The results of operations for the three months ended March 31, 2005 are not
necessarily indicative of the results of operations to be expected for a full
fiscal year. These interim condensed consolidated financial statements should be
read in conjunction with the consolidated financial statements for the fiscal
year ended December 31, 2004, which are included in the Company's Annual Report
on Form 10-KSB filed with the Securities and Exchange Commission.

PRINCIPLES OF CONSOLIDATION

The accompanying condensed consolidated financial statements include the
accounts of K2 Digital, Inc. and its wholly-owned subsidiary. All significant
intercompany balances and transactions have been eliminated in consolidation.


                                        5



USE OF ESTIMATES

The preparation of financial statements in conformity with accounting principles
generally accepted in the United States of America requires management to make
estimates and assumptions that affect the reported amounts of assets and
liabilities and disclosure of contingent assets and liabilities at the date of
the financial statements and the reported amounts of revenues and expenses
during the reporting period. Actual results could differ from those estimates.

NET LOSS PER SHARE OF COMMON STOCK

The Company complies with Statement of Financial Accounting Standard ("SFAS")
No. 128, "Earnings Per Share", which requires dual presentation of basic and
diluted earnings per share. Basic earnings (loss) per share excluded dilution
and is computed by dividing net income (loss) available to common stockholders
by the weighted average common shares outstanding for the year. Diluted earnings
per share reflects the potential dilution that could occur if securities or
other contracts to issue common stock were exercised or converted to common
stock or resulted in the issuance of common stock that then shared in the
earnings of the entity. Since the effect of outstanding options is
anti-dilutive, they have been excluded from the Company's computation of net
loss per common share. Therefore, basic and diluted loss per common share for
the three months ended March 31, 2005 and 2004 were the same.

STOCK-BASED COMPENSATION (AND NEW ACCOUNTING PRONOUNCEMENT)

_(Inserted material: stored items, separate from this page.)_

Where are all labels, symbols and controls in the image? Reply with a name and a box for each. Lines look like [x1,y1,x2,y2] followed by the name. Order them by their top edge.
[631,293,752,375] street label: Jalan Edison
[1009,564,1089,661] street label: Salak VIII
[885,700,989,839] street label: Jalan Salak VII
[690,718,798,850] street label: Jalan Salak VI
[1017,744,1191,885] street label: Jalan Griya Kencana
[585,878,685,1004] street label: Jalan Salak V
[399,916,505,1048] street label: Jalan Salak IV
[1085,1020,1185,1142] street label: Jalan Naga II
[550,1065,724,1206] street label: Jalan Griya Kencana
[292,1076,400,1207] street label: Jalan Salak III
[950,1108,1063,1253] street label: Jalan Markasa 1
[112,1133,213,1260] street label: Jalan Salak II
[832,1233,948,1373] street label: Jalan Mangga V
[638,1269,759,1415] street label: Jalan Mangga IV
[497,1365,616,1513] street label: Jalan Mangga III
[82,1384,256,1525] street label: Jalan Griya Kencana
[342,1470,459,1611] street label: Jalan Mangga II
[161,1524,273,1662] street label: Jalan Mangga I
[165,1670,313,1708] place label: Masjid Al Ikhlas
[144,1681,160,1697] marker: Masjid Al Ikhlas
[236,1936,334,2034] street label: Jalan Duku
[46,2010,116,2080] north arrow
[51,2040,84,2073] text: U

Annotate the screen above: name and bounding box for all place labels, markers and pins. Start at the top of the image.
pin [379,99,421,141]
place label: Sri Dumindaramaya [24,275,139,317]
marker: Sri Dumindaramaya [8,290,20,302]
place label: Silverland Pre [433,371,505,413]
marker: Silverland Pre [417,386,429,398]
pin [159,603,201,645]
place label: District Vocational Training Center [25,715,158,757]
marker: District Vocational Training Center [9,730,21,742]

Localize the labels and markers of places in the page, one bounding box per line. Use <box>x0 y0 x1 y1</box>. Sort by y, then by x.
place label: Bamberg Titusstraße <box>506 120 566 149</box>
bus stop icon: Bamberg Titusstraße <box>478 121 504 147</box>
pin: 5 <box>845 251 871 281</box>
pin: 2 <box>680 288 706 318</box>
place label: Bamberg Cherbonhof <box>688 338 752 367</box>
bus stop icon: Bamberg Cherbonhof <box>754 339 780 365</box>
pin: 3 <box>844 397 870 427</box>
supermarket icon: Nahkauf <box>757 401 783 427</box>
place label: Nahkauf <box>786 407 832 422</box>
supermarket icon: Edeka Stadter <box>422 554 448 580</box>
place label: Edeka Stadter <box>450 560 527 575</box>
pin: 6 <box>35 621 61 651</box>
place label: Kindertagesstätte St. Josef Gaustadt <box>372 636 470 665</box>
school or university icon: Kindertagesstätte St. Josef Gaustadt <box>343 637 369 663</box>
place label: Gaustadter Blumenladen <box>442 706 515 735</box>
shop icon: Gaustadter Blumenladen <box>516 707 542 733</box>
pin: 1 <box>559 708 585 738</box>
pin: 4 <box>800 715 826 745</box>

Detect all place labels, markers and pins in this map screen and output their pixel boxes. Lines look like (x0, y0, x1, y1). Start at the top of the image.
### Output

The Company complies with the disclosure-only provisions of SFAS No. 123
"Accounting for Stock-Based Compensation", as amended by SFAS No.148 "Accounting
for Stock-based Compensation Transaction and Disclosure". During the three month
periods ended March 31, 2005 and 2004, the Company did not grant options
pursuant to its stock option plans.

In December 2004, the Financial Accounting Standard Board ("FASB") issued SFAS
No. 123R, "Share-Based Payment." SFAS No 123R is a revision of SFAS No. 123,
"Accounting for Stock Based Compensation," and supersedes APB Opinion No. 25
("APB No. 25"). Among other items, SFAS No. 123R eliminates the use of APB No.
25 and the intrinsic value method of accounting, and requires companies to
recognize the cost of employee services received in exchange for awards of
equity instruments, based on the grant date fair value of those awards, in the
financial statements. The effective date of SFAS No. 123R for the Company is the
first quarter 2006. The adoption of this statement is not expected to have a
material impact on the Company's results of operations since it has not issued
any options in the last few years nor does it expect to issue options in the
near term.


                                        6



ITEM 2. MANAGEMENT'S DISCUSSION AND ANALYSIS OF FINANCIAL CONDITION AND RESULTS
        OF OPERATIONS

The following presentation of management's discussion and analysis of the
Company's financial condition and results of operations should be read in
conjunction with the Company's Condensed Consolidated Financial Statements, the
accompanying notes thereto and other financial information appearing elsewhere
in this Report. This section and other parts of this Report contain
forward-looking statements that involve risks and uncertainties. The Company's
actual results may differ significantly from the results discussed in the
forward-looking statements. Factors that might cause such a difference include,
but are not limited to, those discussed in the section entitled "Management's
Discussion and Analysis of Financial Condition and Results of Operations-Factors
Affecting Operating Results and Market Price of Stock".

OVERVIEW

Founded in 1993, the Company is a digital professional services company that,
until August 2001, historically provided consulting and development services,
including analysis, planning, systems design, creation and implementation. In
August 2001, upon the sale of assets to Integrated Information Systems, Inc.
("IIS"), the Company effectively ceased operations.

RESULTS OF OPERATIONS

During the three months ended March 31, 2005 and 2004, the Company, operating as
a "shell," incurred net income (loss) of approximately, $(3,100) and $14,000,
respectively. The Company's 2005 net loss consists primarily of accounting,
legal and other expenses related to maintaining the "shell" corporation offset
partially by a gain on the sale of a portion of its available-for-sale security.
The Company's 2004 net income is the result of (i) the Company reversing certain
liabilities relating to professional fees that Sunrise agreed to pay, and paid,
on behalf of the Company in 2004 and, (ii) diminutive general and administrative
expenses as a result of Sunrise paying a majority of the Company's ongoing
public company expenses.

CONTINUING OPERATIONS, LIQUIDITY AND CAPITAL RESOURCES

Subsequent to the sale of assets to IIS, the Company effectively ceased
operations and has been in the process of liquidating assets, collecting
accounts receivable and paying creditors. The Company does not have any ongoing
business operations or revenue sources beyond those assets not purchased by IIS.
Accordingly, the Company's remaining operations will be limited to either a
business combination with an existing business or the winding up of the
Company's remaining business and operations, subject, in either case, to the
approval of the stockholders of the Company. These, among other matters, raise
substantial doubt about the Company's ability to continue as a going concern.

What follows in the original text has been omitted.